Lightweight Obsidian vault parser — extracts wikilinks, embeds, tags, and frontmatter with a single dependency (PyYAML). No Obsidian app required.
Project description
obsidian-parse
Extract knowledge graph metadata from Obsidian-style markdown vaults.
A helper library for Obsidian parsing — covering only what standard code can't: Obsidian-specific syntax (wikilinks, embeds, nested tags), vault ignore rules, shortest-path link resolution, and graph output. Filesystem traversal, text search, and other general-purpose tasks are intentionally left to the caller.

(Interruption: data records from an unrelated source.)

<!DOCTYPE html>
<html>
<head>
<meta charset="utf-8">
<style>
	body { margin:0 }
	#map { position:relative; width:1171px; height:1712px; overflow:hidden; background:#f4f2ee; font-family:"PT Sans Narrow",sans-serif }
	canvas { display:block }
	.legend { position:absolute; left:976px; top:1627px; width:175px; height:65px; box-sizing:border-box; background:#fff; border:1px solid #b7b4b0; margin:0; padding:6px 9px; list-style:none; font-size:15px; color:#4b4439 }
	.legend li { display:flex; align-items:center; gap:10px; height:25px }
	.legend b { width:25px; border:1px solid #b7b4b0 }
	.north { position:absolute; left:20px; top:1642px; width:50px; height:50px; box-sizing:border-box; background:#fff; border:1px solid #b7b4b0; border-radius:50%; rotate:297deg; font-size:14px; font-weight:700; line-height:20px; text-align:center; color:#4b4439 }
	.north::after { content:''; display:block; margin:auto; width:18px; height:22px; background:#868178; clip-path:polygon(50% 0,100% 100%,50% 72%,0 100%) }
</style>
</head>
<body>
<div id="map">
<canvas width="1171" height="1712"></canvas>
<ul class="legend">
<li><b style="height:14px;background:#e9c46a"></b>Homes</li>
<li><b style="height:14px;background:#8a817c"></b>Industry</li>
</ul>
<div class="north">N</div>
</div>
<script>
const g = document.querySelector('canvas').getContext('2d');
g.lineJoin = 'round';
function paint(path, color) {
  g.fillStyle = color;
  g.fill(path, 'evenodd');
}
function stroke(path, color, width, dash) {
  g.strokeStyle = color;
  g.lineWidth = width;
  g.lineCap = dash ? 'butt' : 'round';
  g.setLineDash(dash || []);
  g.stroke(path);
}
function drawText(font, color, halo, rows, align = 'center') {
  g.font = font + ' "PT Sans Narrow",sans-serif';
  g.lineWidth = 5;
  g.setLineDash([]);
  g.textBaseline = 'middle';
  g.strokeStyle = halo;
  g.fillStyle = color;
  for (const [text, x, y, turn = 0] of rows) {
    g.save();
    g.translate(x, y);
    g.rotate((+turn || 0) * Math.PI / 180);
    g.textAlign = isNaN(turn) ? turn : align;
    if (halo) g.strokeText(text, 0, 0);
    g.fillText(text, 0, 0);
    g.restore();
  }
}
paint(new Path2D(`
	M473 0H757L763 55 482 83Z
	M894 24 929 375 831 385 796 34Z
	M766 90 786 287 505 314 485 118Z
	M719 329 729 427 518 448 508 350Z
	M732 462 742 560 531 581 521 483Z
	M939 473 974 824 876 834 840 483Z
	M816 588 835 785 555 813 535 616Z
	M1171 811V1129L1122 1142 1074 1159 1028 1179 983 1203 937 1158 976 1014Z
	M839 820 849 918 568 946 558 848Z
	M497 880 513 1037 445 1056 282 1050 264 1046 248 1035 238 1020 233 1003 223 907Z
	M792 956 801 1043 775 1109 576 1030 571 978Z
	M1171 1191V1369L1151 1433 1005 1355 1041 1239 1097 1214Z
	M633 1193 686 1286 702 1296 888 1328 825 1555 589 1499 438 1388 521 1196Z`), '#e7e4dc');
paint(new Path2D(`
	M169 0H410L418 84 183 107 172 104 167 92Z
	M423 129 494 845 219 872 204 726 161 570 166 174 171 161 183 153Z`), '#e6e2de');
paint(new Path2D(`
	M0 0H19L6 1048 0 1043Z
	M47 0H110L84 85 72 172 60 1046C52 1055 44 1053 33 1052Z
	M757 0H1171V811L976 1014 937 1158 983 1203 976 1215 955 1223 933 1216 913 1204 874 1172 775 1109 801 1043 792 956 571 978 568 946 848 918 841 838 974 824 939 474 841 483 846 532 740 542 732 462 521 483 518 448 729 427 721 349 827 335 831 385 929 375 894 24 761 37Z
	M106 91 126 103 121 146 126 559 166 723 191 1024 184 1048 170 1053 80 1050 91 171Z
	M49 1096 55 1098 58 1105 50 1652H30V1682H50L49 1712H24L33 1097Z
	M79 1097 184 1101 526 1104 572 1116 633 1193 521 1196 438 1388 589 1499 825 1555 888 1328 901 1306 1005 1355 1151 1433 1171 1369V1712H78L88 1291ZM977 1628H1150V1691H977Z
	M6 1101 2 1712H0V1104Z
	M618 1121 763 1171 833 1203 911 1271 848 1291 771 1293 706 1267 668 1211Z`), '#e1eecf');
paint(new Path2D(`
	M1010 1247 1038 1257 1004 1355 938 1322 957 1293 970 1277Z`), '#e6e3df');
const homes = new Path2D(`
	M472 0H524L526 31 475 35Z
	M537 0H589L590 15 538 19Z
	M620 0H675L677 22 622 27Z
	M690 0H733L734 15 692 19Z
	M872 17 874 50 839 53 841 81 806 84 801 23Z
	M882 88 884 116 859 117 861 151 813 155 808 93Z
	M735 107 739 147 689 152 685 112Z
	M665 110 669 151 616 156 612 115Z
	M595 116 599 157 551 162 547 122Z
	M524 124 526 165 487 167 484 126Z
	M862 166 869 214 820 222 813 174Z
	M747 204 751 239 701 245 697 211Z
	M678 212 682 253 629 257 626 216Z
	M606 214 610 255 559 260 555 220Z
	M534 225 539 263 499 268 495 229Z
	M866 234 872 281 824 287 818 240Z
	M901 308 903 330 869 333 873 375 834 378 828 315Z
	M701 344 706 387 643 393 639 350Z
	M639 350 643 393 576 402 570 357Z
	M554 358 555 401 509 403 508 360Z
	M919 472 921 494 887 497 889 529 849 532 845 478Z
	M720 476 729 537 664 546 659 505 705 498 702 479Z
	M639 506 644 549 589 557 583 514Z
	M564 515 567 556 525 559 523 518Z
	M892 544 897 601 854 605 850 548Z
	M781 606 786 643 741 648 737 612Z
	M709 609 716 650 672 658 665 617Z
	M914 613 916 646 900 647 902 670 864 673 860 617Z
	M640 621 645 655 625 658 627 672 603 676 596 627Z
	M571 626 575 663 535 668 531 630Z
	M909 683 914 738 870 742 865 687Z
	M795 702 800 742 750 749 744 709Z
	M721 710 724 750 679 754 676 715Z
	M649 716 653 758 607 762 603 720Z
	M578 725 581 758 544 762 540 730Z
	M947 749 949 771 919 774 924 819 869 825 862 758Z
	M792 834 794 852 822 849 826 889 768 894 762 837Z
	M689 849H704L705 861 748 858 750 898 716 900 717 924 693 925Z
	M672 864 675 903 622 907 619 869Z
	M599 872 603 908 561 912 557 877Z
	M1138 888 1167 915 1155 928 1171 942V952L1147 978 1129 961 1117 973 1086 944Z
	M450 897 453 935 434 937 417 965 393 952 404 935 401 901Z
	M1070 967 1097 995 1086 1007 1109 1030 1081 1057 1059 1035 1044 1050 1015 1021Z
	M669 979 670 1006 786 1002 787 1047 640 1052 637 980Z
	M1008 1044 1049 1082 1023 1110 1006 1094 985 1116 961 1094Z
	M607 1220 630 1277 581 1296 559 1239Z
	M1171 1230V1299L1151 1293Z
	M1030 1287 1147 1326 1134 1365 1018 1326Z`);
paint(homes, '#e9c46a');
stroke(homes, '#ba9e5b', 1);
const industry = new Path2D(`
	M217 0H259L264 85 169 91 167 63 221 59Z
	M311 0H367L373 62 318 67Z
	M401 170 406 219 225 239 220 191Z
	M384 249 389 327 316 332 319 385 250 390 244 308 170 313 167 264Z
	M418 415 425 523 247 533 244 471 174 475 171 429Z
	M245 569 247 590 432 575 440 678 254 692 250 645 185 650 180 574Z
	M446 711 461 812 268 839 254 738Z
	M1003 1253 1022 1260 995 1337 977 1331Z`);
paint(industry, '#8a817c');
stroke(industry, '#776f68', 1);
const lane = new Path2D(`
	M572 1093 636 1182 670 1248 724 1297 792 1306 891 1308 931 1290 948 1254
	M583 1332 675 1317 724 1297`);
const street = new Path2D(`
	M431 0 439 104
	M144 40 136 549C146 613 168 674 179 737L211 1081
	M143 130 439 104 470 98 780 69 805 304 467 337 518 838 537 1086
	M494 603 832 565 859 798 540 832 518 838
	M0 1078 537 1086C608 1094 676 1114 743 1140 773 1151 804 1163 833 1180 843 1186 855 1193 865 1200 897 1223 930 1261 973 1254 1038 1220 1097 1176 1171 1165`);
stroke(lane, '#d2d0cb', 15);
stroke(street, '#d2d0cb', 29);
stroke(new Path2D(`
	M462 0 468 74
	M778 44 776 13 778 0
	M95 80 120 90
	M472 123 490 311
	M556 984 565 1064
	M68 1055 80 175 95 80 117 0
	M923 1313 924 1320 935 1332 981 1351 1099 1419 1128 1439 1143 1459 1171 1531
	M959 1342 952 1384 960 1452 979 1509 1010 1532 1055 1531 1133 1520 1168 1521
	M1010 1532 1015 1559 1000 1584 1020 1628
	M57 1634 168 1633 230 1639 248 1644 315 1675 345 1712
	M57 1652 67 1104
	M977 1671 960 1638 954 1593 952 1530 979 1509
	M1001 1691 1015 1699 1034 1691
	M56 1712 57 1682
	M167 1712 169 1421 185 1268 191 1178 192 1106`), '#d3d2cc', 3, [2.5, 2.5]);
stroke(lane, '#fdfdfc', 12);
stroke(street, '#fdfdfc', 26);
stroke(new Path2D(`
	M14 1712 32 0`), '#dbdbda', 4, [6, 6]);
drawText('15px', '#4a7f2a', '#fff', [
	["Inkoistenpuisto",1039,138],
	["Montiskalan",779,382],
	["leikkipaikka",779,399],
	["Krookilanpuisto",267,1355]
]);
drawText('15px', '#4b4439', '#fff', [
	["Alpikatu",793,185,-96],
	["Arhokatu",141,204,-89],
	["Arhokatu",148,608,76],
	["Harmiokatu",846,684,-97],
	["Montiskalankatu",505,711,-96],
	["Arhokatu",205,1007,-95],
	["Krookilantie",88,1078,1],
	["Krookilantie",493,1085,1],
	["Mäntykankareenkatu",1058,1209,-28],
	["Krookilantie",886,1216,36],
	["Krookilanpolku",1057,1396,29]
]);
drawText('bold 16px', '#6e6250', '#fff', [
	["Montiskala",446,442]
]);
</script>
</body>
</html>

Parses .md, .canvas, and .base files to extract wikilinks, embeds, tags, and frontmatter — then converts them into a D3-compatible graph structure for visualization or downstream analysis.
Installation
uv add obsidian-parse
Or with pip:
pip install obsidian-parse
Quick Start
from obsidian_parse import parse, results_to_d3
# Parse an entire vault directory
results = parse(["/path/to/your/vault"])
# Convert to D3 graph format
graph = results_to_d3(results)
# graph = {"nodes": [...], "links": [...]}
What It Extracts
| Element | Syntax | Example |
|---|---|---|
| WikiLink | [[Note]] |
[[Project Ideas|alias]] |
| Embed | ![[file]] |
![[image.png]] |
| Tag | #tagname |
#topic/subtopic |
| Frontmatter | YAML header | tags: [python, tools] |
Extraction is block-aware: wikilinks and tags inside code fences or HTML blocks are intentionally ignored.
API
parse(paths)
Accepts a list of file or directory paths. Directories are scanned recursively. Respects .obsidian/app.json ignore rules and skips dotfiles/dotfolders.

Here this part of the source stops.